2001-2009 Questions on the Existential Horizon of Life
By Youngsil Sohn, Curator of the Seoul Museum of Art & Ph.D. in Art Media Theory
This exhibition of Lee Chang-hoon’s work focuses on unveiling the artist’s identity naturally and showcasing his oeuvre. The presupposition in his work is to express a theme extensively through natural flows of thought, through video, installation, and photography. Lee’s work proves an essential process, express his changing concerns, rather than highlighting just one theme or way. An artistic medium is an external environment or a condition influencing on an artist’s imagination and thought. A thought regards potential, and the possibility of embodying it can be amplified through an artistic act, of altering the system of the medium. For French philosopher Gaston Bachelard, “What determines existence is now a way,” so a change in medium can bring about the alteration or expansion of an artist’s sensibility or idea, and may develop our own visual, aural sense’s ability for accommodation.
Most works on display were produced recently, and in Germany, and can be largely classified into periods within Lee’s oeuvre. In the first, Lee explored the issue of boundary, highlighting contrasting concepts such as being and non-being; falsity and truth; speed and slowness; illusion and reality; light and shade. This work shows contrasting concepts without obvious difference, which are actually rather complementary, expressing the paradox of contrast. In Stone, based on Zhuangzi’s Butterfly Dream, Lee broke down ambiguous boundaries between truth and falsity. In this work, regarding the confusion of the five senses through alteration of an object’s properties and materials, Lee demonstrates distinctions between reality and illusion are ambiguous, representing a stone that is akin to a real one.
In the video Libera Me, repetitively showing a statue, Lee overturns relationships between a dynamic subject – the ‘I’ videotaping the statue – and a static object – the statue – in a process of conversion, through still to moving video image, metaphorically representing humanity’s endless desires and frustrations, repeated in the movement of the statue’s hand.
In the next period of his oeuvre, Lee addressed themes of life and death, shifting his viewpoint toward general aspects of life, and to faithful representation of emotion, which he felt in his life as an individual. In Creation, based on the concept, the process of human affairs is similar to the process of burning a candle, Lee conveys the message that, life is a process of extinction, and nobody is free from death. In Game, Lee carries the message, life is like a game, in which we always choose something, while in Nothing, a 90-minute video, he expresses the vanity of life, and that we all come from and eventually return to nothingness.
If his work of this period focuses on giving form to life, vanity, and fleetingness, with Flying Away, Lee visualizes what he felt, after viewing an old movie and its credits. This work overlaps the names he saw on screen, ascending into the sky, like birds flying, with the idea, many actors are probably in their old age, or are already deceased. In (In)visible, which began from the idea, “What’s behind contemporary people who live, just looking at the front?”, Lee naturally expresses the personal emotion he feels in life, day by day.

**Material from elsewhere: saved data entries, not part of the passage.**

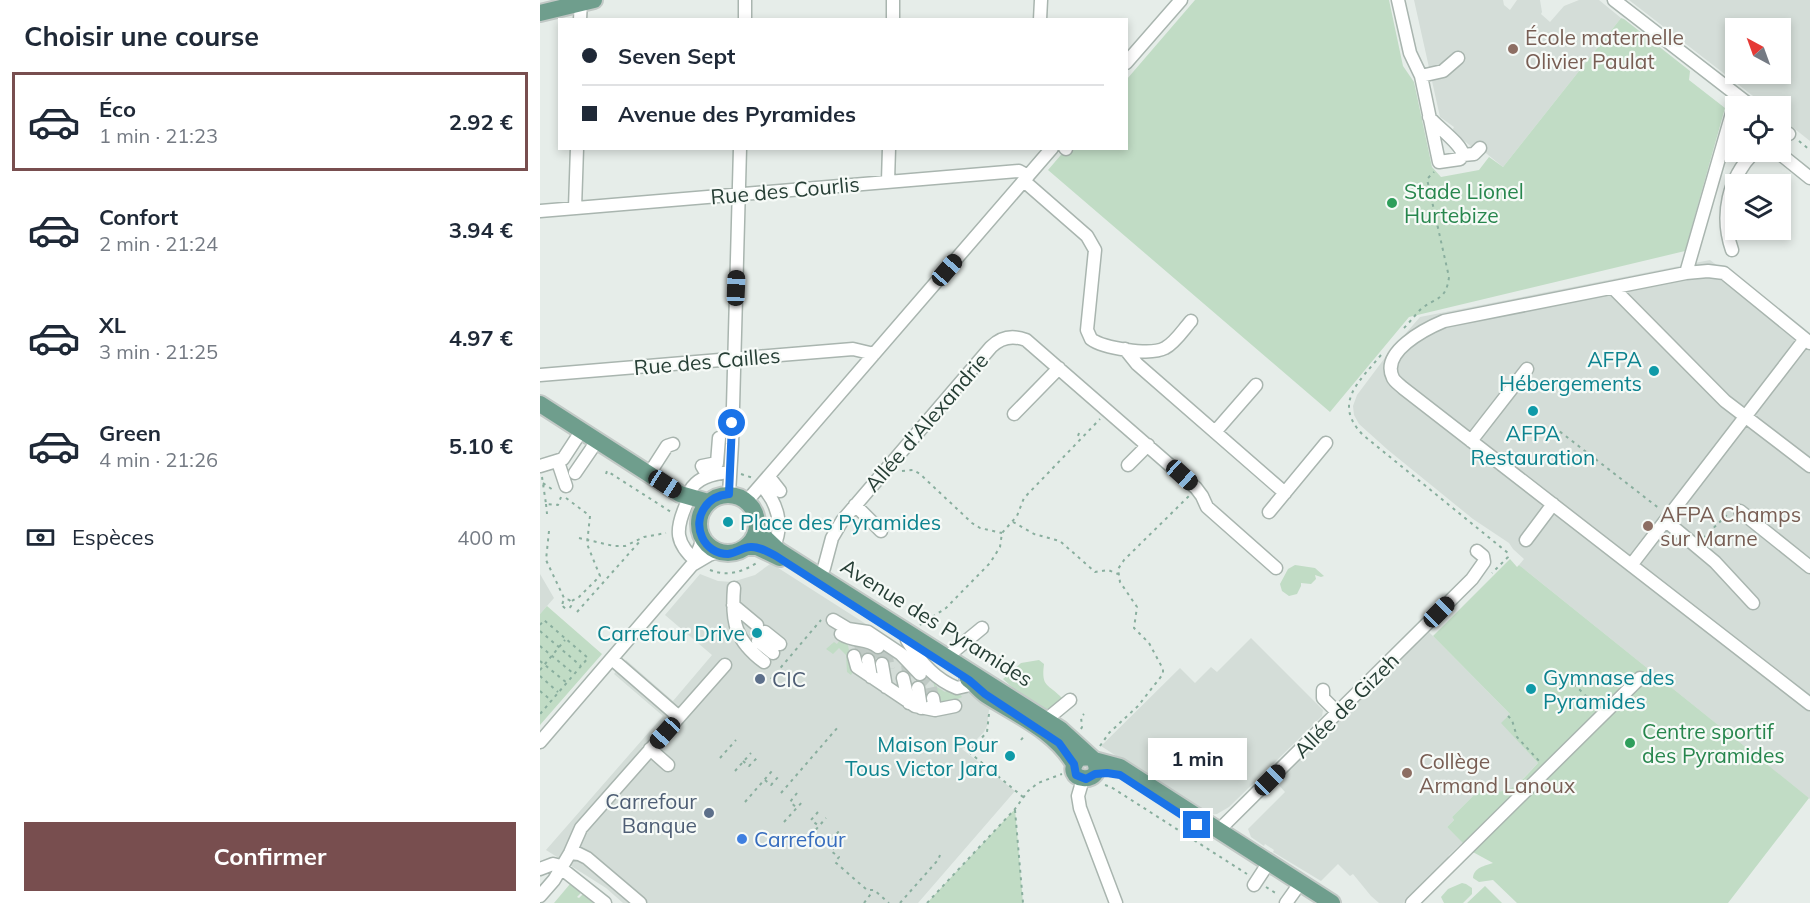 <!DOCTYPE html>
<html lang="fr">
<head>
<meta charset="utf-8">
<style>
	body { margin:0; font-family:Mulish,sans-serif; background:#f2f2f3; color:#1f2937; height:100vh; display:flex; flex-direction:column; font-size:22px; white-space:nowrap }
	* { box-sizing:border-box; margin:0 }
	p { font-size:20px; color:#747a83 }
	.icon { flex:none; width:33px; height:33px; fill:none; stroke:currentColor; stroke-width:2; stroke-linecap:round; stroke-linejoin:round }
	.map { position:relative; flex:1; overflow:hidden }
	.sheet { display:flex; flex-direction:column; background:#fff; width:540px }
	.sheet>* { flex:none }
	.banner { position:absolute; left:18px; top:18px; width:570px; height:132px; border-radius:0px; box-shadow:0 3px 9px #0003; display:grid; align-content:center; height:132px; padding:0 24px; background:#fff }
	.needle { width:39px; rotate:319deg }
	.buttons { position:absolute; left:1185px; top:18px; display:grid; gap:12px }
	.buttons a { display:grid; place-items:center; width:66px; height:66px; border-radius:0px; background:#fff; box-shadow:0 3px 9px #0003; font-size:30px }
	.end { position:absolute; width:27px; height:27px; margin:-14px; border:8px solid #1a73e8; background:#fff; box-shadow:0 0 0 3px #fff }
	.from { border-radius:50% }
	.bubble { position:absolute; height:42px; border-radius:0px; background:#fff; box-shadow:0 3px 9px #0003; font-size:20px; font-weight:700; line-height:42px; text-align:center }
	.car { position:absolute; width:18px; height:36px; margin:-18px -9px; border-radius:8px; box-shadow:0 0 4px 2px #0007; background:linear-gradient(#222 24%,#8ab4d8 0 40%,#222 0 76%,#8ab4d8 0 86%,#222 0) }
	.banner b { display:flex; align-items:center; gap:21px; height:57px; font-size:22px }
	.banner b+b { border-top:2px solid #e0e1e3 }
	.banner i { width:15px; height:15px; background:#1f2937 }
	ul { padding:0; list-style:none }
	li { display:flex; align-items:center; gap:18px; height:99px; margin:0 12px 9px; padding:0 12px; border:3px solid transparent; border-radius:0px }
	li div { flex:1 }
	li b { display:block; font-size:22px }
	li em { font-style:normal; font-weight:700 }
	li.on { border-color:#784e4f }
	li>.icon { width:54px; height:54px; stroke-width:1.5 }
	h2 { padding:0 24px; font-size:27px; line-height:72px }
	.pay { display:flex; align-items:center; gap:15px; height:66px; padding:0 24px; font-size:22px }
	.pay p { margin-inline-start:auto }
	.button { display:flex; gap:12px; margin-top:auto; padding:12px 24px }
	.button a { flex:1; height:69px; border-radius:0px; background:#784e4f; color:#fff; font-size:24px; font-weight:700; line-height:69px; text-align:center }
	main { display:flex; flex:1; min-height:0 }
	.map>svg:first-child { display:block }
</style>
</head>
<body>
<main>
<section class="sheet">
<h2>Choisir une course</h2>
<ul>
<li class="on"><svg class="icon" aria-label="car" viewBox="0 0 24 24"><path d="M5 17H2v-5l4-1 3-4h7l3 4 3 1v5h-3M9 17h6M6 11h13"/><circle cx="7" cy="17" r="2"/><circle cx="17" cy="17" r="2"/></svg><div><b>Éco</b><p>1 min · 21:23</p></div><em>2.92 €</em></li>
<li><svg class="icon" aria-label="car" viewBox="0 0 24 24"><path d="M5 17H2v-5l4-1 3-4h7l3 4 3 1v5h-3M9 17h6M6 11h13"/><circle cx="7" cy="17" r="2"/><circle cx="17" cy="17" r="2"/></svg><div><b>Confort</b><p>2 min · 21:24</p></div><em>3.94 €</em></li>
<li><svg class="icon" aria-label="car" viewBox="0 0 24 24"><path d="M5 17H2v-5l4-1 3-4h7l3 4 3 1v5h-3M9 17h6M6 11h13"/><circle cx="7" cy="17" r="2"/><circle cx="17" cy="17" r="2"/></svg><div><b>XL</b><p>3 min · 21:25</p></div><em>4.97 €</em></li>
<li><svg class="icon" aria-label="car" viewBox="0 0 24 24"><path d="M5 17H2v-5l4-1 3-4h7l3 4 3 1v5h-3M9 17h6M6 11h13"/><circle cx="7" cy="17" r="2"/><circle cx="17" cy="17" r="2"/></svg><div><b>Green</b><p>4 min · 21:26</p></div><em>5.10 €</em></li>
</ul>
<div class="pay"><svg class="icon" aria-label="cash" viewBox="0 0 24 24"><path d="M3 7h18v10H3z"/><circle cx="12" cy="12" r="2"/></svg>Espèces<p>400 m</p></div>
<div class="button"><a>Confirmer</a></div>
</section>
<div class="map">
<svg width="1270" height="903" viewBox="0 0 1270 903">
	<rect width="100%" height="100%" fill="#e6ede9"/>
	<path fill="#d4ddd8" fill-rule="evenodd" d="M874,0h89l1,5 6,5 7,-10h23l2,12 -1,2 9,8 14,-16 15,-6h20l22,18 -118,149 -27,-22 -3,3 -21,-17 2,-4 -14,-10z
		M1089,0h181v141l-29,-23 -1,-12h-14zM1240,28v46h-44v-46z
		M1170,260l100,76v463l-291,-234 5,-6 -11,-10 -4,-6 -36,-24 -85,-69 -29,-26 -5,-9 -1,-9 4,-11 30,-40 33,-38z
		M230,564h2l224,143 -7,3 -2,16 -3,6 -9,9 -13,8 53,42 -97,112h-295l-17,-15 -60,-38 117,-134 -49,-42 12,-14 47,41 39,-46 -47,-40 35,-41 18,7 14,1 23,-7z
		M0,574l14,24 -14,16z
		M888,631l82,83 -8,9 36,40 -21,22 -9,6 -12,1 -12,-7 -32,32 2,3 -7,7 16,15 -14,13 -2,7 -44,41h-24l-8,-7 -18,-22 -3,2 -12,-12 -17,17 -48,-29 1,-2 -9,-6 -1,2 -13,-9 -3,-8 37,-37 -9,-10z
		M711,638l72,72 -1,6 -93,91 -12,7 -10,1 -106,-69 79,-78 15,15 16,-16 6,5z"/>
	<path fill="#c1dcc5" d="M655,0h194l14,66 11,16 18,85 9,10 38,-7 10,-13 14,10 118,-149 3,1 66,52 -1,9 36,28 -40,143 -276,66 -79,95 -282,-242 18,-21 60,-1 1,-69z
		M970,559l7,8 2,-2 290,233 -81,105h-211l-24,-23 -14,2 -6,-4c1,-11 12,-12 20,-15l-22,-12 -24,-24 7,-7 -2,-3 32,-32c22,18 39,-6 54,-22l-37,-40 9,-9 -77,-78z
		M755,565l20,3 9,8 -3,1 -6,-2 1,4 -5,5 -10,-1v3l-4,8 -8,2 -7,-5 -2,-7 8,-15z
		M7,606l55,48 -62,71v-111z
		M301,638l7,7 5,27 -2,3 -4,-3 -1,-17 -7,-7 -6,6 -7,-5 8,-7 3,2z
		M499,660l5,4c-3,24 4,19 18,34l-1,3 -12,9h-4l-31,-21 -11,-10 18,-16z
		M393,681l4,6 8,5 2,-3 12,4 3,4 -15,7 -9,-1z
		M475,809l8,94h-96z
		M922,883l4,1 6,4v6l-9,9h-19l-3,-6 7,-8z
		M30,884l11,9 -4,4 2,1 4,-4 10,9h-39z
		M945,886l17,17h-35z"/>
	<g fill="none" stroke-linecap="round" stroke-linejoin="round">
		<path stroke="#c0cac5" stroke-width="12" stroke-dasharray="12 6" stroke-linecap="butt" d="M213,630l9,7
			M320,644l3,14
			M333,647l3,15
			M346,651l3,18
			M367,665l3,18
			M380,674l10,9 3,15"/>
		<g stroke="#a9b5af" stroke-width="15">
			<path id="minor" d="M858,0l12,53 11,23 18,86 21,-3 3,-4c-2,-12 -25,-27 -34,-38
				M1074,0l137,106
				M40,20l1,-20
				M205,20v-20
				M353,20v-20
				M500,20l1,-20
				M586,63l55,-63
				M881,76l22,-5 15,-13
				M1240,128l9,6
				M525,148l1,1
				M1240,150l4,7 26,21
				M923,155l11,-1 6,-6
				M348,181l1,-33
				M484,181l63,55 8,14 -8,80 4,9c12,9 59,17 74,9 10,-5 18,-18 26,-27
				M35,208l2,-60
				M0,211l479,-40 9,5
				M1192,250c-12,-35 -4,-71 22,-98
				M1146,273l51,-177
				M1073,288l112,113 85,65
				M1270,343l-86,-70 -16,-2 -22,2 -242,48c-19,8 -64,31 -51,57 2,4 7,7 10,10l407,316
				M585,349l12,15 148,129
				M0,375l313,-26 21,5
				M474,414l45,-46
				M675,432l41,-47
				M931,441l56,-72
				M18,462l8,24
				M588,465l20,-20
				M0,466l23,-7 19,-29
				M35,473l22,-32
				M109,474l18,-28 6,-2
				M168,476l-6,-10 15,-3 2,-25
				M229,477l11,14
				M222,486c15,17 22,38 12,60
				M189,494l3,-50 8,-296
				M207,501l305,-353
				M315,505l26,26
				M1200,511l70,56
				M729,512l57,-69
				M1126,521l49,41 38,41
				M986,540l27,-36
				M157,562c-22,-19 -22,-32 -11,-57 2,-5 1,-9 4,-14 7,-14 26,-18 40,-19
				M153,564l10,-25
				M1092,564l173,-225
				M280,575l4,-7 8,-30 10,-17 149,-174c10,-10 22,-12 35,-7l170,148 6,8 5,11 69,61
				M194,588c-3,35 2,53 30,74
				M193,605l24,20
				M293,620l15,9 20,3 33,22 19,20
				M225,632l15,12
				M301,634c14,9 26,3 37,13
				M367,640c12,21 27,39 50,48l17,-4
				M218,641l15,12
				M314,656l3,11 58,39 20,4 20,-4
				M408,656l34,-28
				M72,659l67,58
				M328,660l3,17
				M342,664l4,23
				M363,678l6,25
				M378,688l3,20
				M783,690v8l15,15
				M393,698l2,12
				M507,719l23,-19
				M0,742l152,-177 17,-10 9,-3
				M110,749l18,16
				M543,779l-5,17 2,12 36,95
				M679,830l253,-251 12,-17 -1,-6 -6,-5
				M30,853l9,1 8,4 53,45
				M0,869l13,-5 4,1 48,38
				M714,885l15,-23
				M0,896l14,-16 16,-27 11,-25 144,-163
				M746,903l10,-14
				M872,903l228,-225"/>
		</g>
		<g stroke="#c2c9c6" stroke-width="20">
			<path id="major" d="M0,13l54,-13
				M0,404l140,90 28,8
				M159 524a29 29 0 1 1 58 0a29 29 0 1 1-58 0Z
				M217,530l22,21 281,178 34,31c14,27 -37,22 -15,-2l11,-1
				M207,547h10l23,11
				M428,679c7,5 11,11 18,16 31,20 69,36 88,69
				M554,760l26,7 212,136"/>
		</g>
		<path stroke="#89ae9e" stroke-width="2" stroke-dasharray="3 4.5" stroke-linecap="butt" d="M1259,141l11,9
			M864,328c6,-6 11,-13 17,-19 15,-12 25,-8 28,-32l-22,-98 7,-7
			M841,355c-22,27 -49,48 -18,80l145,118v4l-16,16
			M1014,427l106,82
			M539,433l-1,3 3,3
			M362,471l11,-1 7,4 52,49 8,5 22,5
			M66,474l1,-3 64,41
			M201,474l12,4
			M2,477l4,27 12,1 3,-8
			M3,483l10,7
			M26,498l24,18 -3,28 13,32 -21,21 -9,5
			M6,504l1,10
			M473,522l21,12 26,7 35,31 13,-2 10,4
			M9,531l-3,29 19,40
			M39,538l35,8h11l19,-9 22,-4
			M1163,538l26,-25
			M170,570c17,7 33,2 48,-8
			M22.5 604a4.5 4.5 0 1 1 9 0a4.5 4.5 0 1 1-9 0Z
			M37,612l64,-72
			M0,625l4,-5 44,38 -48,56
			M380,625l26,-17 44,-45 10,-16 2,-14 15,-17 7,-18 76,-79
			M0,631l41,35
			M0,646l34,28
			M0,661l27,22
			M0,670l25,-30
			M0,676l18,16
			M231,679l50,-59
			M1034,684l22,22
			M0,691l12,10
			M449,714l-2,18 -18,20 54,45
			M968,716l4,4 5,17 23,25
			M541,729l1,-2 -1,-10 3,-3
			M481,740l4,-5
			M560,746l9,-13 29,-27 25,-32v-5l-14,-26 -15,-15 3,-21 -17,-25 -2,-13 6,-9 65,-64
			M180,758l16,-18
			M203,761l6,5 8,-8
			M195,771l16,-18
			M225,780l6,5 7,-8
			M565,785l6,2 136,87
			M241,793l57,-66
			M257,793l-7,9 7,6
			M205,802l27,-31
			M475,810l8,93
			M278,812l-7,8 8,6
			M244,822l20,-22
			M305,836l-14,15 8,6 -4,5 32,28h7l15,13
			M266,841l20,-23
			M298,844l-6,-5 7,-8
			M726,887l11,7
			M324,903l9,-12
			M360,903l38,-43 2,-5
			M387,903l88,-94 13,-18 10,-8 24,-9"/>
		<use href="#minor" stroke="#fff" stroke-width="12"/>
		<use href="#major" stroke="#6f9e8d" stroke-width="16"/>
	</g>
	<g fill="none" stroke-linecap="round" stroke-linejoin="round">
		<path stroke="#1a73e8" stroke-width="8" d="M192,423l-3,71c-10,1 -18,4 -24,13 -14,19 -1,47 23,47 9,-1 15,-7 22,-7 9,-1 18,5 26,9l193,124 16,14 74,49 15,21 2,11 10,4 9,-5 12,-1 13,2 77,50"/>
	</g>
	<g fill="#8d6e63" stroke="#f6faf7" stroke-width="2">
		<circle cx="973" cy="49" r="6"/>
		<circle cx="1108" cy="526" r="6"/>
		<circle cx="867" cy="773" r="6"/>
	</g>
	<g fill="#2e9e5b" stroke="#f6faf7" stroke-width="2">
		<circle cx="852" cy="203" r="6"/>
		<circle cx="1090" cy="743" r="6"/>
	</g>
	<g fill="#0f9aa8" stroke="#f6faf7" stroke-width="2">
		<circle cx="1114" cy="371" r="6"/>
		<circle cx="993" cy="411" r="6"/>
		<circle cx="188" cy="522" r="6"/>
		<circle cx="217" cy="633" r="6"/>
		<circle cx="991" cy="689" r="6"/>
		<circle cx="470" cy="756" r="6"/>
	</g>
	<g fill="#5c6f8a" stroke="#f6faf7" stroke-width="2">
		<circle cx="220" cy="679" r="6"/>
		<circle cx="169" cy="813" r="6"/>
	</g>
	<circle fill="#3f7fe0" stroke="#f6faf7" stroke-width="2" cx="202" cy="839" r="6"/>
	<g text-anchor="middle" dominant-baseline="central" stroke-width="4.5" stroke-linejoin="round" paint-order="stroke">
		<g font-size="21" fill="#785e54" stroke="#f6faf7" text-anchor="start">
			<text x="985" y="37">École maternelle<tspan x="985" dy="24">Olivier Paulat</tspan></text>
			<text x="1120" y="514">AFPA Champs<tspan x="1120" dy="24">sur Marne</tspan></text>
			<text x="879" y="761">Collège<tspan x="879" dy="24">Armand Lanoux</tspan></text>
		</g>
		<g font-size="21" fill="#263e35" stroke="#f6faf7">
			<text transform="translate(245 190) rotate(-5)">Rue des Courlis</text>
			<text transform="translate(167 361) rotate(-5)">Rue des Cailles</text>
			<text transform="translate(386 422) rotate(-49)">Allée d'Alexandrie</text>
			<text transform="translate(397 622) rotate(32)">Avenue des Pyramides</text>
			<text transform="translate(806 705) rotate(-45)">Allée de Gizeh</text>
		</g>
		<g font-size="21" fill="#27864d" stroke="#f6faf7" text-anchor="start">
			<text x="864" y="191">Stade Lionel<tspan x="864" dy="24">Hurtebize</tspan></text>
			<text x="1102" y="731">Centre sportif<tspan x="1102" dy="24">des Pyramides</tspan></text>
		</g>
		<g font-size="21" fill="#0d838f" stroke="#f6faf7" text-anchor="end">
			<text x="1102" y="359">AFPA<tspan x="1102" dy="24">Hébergements</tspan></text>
			<text x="993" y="433" text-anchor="middle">AFPA<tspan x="993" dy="24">Restauration</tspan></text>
			<text x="200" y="522" text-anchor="start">Place des Pyramides</text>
			<text x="205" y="633">Carrefour Drive</text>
			<text x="1003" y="677" text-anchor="start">Gymnase des<tspan x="1003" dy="24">Pyramides</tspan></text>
			<text x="458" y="744">Maison Pour<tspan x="458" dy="24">Tous Victor Jara</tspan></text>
		</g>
		<g font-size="21" fill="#4e5e75" stroke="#f6faf7" text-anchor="start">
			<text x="232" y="679">CIC</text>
			<text x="157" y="801" text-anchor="end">Carrefour<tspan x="157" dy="24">Banque</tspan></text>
		</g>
		<g font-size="21" fill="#366cbe" stroke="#f6faf7" text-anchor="start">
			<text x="214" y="839">Carrefour</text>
		</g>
	</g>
</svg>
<div class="buttons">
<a><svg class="needle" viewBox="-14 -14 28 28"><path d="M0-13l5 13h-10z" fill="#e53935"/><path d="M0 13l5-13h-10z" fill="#747a83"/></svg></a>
<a><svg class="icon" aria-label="locate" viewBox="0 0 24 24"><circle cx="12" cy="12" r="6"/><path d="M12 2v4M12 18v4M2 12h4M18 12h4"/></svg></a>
<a><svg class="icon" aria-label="layers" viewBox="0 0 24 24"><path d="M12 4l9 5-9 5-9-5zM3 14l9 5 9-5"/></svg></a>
</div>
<i class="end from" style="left:192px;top:423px"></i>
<i class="end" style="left:657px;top:825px"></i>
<div class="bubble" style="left:608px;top:738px;width:99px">1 min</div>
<i class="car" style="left:407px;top:270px;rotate:41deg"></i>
<i class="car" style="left:196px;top:288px;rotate:2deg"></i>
<i class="car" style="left:642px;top:475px;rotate:132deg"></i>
<i class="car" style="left:125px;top:484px;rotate:123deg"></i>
<i class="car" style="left:899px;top:612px;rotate:45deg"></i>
<i class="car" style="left:125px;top:733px;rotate:222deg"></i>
<i class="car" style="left:730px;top:780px;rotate:45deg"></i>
<div class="banner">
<b><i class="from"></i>Seven Sept</b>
<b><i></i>Avenue des Pyramides</b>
</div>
</div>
</main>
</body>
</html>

In his recent works that focus mostly on photographs such as The Island, Babelstreet, and A City, Lee expresses a house as an isle isolated from individuals and society by dispensing with any depiction of windows and doors. Founded on the idea on his own life gradually isolated from society, he visualizes the issue of severance among contemporary humans, through the process of erasing windows, doors, and roads intermediating society and individual, individual and individual. The main point of his work here is about the question how an artist sticks to reality. His act comprising presentation, reflection, and discourse is close to a cultural practice, moving beyond a mere act of chronicling realities.
Open Studio – Lonely Water, Vacant Room is based on his idea that what the artist feels in his studio is like a voyage toward the unknown world, expressing fear of the future and life. Not for Sale, featuring an unexpected situation a work of art is sold despite the notice, “Not for sale,” shows a thought on boundary is closely associated with an act to go beyond it, exposing his conflict and irony between commercial and experimental value.
The advent of conceptual art has shifted a paradigm of art to ideas from the visual. As Paul Virilo stated, his thought on boundary seems to be trying to achieve the arts beyond art, showing the loss of effectiveness in the ‘strategy of perception’. Lee’s work poses questions on the existential horizon of life, expressing his poetic sensibility and conceptual themes that may appear serious and heavy, through a wide variety of methodologies based on extensive experiences.